§ EXERCISE: If a line in the listing below contains "baseFrequency", return that line.

§ SUPPLIED INFORMATION:

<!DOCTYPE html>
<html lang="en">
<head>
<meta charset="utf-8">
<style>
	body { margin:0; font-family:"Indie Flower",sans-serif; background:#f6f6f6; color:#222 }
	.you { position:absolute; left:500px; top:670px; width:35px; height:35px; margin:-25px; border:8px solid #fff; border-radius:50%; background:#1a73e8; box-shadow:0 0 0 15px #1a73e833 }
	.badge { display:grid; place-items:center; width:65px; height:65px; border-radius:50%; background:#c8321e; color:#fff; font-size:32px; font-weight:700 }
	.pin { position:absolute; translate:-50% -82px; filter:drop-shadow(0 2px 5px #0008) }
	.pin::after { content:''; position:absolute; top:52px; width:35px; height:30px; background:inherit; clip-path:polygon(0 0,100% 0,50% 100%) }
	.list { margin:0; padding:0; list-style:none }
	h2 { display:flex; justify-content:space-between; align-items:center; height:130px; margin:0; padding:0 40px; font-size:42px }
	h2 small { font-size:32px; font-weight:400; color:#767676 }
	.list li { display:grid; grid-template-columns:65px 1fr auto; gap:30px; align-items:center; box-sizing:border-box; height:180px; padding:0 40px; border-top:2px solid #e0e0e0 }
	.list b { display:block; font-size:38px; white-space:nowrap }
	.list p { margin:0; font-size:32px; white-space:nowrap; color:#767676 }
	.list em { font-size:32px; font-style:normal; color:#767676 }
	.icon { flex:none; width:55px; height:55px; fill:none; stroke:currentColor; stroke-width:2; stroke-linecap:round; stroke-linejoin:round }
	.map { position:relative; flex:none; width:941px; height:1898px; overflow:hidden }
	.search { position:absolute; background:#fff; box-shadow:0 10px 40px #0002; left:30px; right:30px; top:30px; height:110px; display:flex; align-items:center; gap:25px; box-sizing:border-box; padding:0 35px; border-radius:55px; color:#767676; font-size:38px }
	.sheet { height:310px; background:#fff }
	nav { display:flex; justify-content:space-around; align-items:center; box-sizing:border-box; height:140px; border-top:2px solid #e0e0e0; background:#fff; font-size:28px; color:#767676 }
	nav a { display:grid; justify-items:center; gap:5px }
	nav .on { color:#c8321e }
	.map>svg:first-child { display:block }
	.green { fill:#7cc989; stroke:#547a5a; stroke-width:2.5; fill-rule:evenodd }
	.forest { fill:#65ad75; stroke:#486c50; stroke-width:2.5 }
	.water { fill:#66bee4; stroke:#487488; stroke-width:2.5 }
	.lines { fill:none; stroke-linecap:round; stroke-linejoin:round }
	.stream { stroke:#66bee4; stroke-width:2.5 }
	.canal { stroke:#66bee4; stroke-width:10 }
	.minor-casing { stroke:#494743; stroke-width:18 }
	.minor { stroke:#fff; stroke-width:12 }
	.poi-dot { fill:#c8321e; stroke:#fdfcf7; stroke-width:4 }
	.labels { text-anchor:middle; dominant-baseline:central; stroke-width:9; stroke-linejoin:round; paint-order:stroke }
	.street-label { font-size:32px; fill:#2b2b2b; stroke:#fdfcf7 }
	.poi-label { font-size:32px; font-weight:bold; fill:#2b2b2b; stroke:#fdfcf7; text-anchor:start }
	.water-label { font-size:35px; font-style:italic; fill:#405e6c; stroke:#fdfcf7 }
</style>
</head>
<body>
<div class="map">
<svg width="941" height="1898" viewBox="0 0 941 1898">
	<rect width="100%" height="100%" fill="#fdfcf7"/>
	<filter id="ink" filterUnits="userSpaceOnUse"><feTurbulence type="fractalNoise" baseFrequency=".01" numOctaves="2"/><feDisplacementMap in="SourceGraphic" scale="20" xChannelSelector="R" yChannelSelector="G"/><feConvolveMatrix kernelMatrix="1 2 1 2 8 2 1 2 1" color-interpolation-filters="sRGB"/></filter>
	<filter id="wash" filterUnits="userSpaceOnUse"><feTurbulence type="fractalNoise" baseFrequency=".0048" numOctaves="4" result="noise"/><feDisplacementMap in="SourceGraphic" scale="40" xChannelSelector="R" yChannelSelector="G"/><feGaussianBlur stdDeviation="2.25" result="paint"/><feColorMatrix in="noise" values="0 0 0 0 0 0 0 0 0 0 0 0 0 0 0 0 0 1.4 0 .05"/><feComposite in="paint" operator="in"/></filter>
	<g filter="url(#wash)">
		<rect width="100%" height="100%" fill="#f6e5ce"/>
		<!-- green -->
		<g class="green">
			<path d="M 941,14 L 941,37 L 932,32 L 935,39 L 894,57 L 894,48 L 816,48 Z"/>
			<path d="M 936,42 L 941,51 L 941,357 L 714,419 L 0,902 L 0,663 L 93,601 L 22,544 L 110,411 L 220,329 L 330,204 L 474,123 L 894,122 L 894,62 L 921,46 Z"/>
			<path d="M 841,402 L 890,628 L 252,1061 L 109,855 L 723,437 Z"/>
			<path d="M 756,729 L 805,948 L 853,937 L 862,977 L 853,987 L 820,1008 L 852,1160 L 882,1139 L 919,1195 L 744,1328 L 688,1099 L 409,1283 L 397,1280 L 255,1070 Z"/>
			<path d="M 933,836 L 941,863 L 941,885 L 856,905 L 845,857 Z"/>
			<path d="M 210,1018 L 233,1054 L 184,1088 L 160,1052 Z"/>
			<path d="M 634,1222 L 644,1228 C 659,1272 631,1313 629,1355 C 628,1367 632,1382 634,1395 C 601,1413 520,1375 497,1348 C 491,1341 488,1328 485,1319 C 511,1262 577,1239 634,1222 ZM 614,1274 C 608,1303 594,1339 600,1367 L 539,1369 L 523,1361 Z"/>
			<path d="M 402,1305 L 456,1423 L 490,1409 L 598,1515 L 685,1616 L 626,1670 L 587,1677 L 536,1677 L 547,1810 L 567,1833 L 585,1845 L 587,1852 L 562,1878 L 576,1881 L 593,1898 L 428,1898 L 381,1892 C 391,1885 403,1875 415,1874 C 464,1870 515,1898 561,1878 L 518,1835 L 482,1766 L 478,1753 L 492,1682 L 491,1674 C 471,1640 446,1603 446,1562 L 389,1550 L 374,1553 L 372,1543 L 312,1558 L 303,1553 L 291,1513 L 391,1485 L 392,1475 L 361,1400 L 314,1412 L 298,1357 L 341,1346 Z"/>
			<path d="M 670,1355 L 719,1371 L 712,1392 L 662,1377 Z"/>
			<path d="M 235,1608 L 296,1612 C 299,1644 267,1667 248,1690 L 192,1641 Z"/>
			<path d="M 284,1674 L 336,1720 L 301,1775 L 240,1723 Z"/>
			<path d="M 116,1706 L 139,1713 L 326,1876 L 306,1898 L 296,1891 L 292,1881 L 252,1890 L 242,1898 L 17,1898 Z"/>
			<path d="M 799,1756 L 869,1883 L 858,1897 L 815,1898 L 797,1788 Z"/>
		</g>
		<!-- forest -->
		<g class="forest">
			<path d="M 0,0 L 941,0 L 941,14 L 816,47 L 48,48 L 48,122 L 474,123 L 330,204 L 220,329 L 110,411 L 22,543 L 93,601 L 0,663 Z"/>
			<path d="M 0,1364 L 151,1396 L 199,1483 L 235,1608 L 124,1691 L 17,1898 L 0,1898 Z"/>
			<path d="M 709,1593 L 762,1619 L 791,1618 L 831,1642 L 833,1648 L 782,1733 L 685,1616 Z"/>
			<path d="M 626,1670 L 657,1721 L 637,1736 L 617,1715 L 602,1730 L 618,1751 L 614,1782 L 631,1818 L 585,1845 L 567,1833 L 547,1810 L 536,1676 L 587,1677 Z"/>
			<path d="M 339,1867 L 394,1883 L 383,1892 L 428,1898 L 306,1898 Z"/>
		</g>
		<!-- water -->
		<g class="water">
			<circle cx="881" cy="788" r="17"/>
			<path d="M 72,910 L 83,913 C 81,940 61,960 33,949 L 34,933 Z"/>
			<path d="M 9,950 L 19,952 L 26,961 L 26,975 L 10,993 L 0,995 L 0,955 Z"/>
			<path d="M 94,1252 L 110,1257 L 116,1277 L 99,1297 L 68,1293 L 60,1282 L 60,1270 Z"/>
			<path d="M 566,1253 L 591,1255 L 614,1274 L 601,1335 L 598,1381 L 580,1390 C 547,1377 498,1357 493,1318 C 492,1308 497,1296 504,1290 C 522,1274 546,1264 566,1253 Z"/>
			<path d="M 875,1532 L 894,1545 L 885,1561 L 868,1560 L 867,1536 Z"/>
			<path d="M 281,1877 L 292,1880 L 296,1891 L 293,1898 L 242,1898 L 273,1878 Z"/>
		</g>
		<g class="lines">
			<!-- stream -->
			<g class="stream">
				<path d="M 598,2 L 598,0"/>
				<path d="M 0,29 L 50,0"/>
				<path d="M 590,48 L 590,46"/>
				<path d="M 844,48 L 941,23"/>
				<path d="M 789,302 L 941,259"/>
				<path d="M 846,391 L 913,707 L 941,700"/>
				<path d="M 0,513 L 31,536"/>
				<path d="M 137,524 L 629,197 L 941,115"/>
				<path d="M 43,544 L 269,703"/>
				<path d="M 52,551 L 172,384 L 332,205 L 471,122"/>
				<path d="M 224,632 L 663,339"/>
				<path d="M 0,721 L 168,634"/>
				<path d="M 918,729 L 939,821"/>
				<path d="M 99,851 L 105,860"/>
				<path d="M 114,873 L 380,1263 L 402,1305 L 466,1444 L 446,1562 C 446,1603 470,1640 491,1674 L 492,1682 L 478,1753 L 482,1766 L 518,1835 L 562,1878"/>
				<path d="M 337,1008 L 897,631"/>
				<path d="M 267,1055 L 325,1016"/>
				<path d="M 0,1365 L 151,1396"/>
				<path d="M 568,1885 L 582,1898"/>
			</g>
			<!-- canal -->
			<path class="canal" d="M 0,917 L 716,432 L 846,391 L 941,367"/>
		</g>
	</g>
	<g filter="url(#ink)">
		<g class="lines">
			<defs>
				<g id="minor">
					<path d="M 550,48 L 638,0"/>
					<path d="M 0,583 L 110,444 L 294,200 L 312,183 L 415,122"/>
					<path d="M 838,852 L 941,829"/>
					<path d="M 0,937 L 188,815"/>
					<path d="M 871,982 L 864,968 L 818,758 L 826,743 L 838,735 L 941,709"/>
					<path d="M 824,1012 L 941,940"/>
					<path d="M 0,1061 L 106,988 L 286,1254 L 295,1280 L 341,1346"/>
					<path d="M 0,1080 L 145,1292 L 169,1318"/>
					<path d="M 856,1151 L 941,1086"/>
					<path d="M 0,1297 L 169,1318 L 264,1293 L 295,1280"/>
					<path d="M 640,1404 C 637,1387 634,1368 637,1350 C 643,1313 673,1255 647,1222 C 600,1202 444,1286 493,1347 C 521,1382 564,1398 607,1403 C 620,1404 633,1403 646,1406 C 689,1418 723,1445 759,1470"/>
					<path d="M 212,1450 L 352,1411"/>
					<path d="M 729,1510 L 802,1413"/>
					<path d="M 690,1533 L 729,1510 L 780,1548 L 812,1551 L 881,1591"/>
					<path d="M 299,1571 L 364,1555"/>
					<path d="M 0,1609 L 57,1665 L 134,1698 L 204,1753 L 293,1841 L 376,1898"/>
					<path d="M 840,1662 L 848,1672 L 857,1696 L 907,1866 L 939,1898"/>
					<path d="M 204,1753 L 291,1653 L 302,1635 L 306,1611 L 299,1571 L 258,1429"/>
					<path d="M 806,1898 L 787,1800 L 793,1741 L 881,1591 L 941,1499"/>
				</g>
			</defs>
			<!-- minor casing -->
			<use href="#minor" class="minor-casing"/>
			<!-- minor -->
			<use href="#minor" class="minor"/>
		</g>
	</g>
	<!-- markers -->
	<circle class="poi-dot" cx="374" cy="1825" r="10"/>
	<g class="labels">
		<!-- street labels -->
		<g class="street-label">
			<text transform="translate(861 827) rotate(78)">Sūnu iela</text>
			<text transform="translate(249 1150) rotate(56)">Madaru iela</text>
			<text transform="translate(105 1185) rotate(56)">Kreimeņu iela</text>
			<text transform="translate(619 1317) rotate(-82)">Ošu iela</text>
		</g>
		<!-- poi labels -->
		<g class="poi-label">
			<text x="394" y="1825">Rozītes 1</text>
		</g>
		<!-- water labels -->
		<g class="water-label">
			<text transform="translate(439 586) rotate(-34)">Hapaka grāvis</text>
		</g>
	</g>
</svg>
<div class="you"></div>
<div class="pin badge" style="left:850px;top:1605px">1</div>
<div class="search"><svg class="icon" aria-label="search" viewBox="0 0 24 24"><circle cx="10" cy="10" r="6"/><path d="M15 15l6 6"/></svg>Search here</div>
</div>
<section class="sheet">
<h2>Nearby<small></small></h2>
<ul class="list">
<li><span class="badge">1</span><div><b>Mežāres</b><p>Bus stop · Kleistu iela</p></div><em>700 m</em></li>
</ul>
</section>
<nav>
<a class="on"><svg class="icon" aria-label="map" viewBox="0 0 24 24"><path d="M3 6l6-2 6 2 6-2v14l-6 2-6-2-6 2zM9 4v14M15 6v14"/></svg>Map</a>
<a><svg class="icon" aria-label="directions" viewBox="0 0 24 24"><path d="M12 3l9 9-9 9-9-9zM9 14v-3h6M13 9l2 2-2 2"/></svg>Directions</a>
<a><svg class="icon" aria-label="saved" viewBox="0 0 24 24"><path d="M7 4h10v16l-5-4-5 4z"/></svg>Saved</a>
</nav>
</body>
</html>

§ ANSWER SECTION:
	<filter id="ink" filterUnits="userSpaceOnUse"><feTurbulence type="fractalNoise" baseFrequency=".01" numOctaves="2"/><feDisplacementMap in="SourceGraphic" scale="20" xChannelSelector="R" yChannelSelector="G"/><feConvolveMatrix kernelMatrix="1 2 1 2 8 2 1 2 1" color-interpolation-filters="sRGB"/></filter>
	<filter id="wash" filterUnits="userSpaceOnUse"><feTurbulence type="fractalNoise" baseFrequency=".0048" numOctaves="4" result="noise"/><feDisplacementMap in="SourceGraphic" scale="40" xChannelSelector="R" yChannelSelector="G"/><feGaussianBlur stdDeviation="2.25" result="paint"/><feColorMatrix in="noise" values="0 0 0 0 0 0 0 0 0 0 0 0 0 0 0 0 0 1.4 0 .05"/><feComposite in="paint" operator="in"/></filter>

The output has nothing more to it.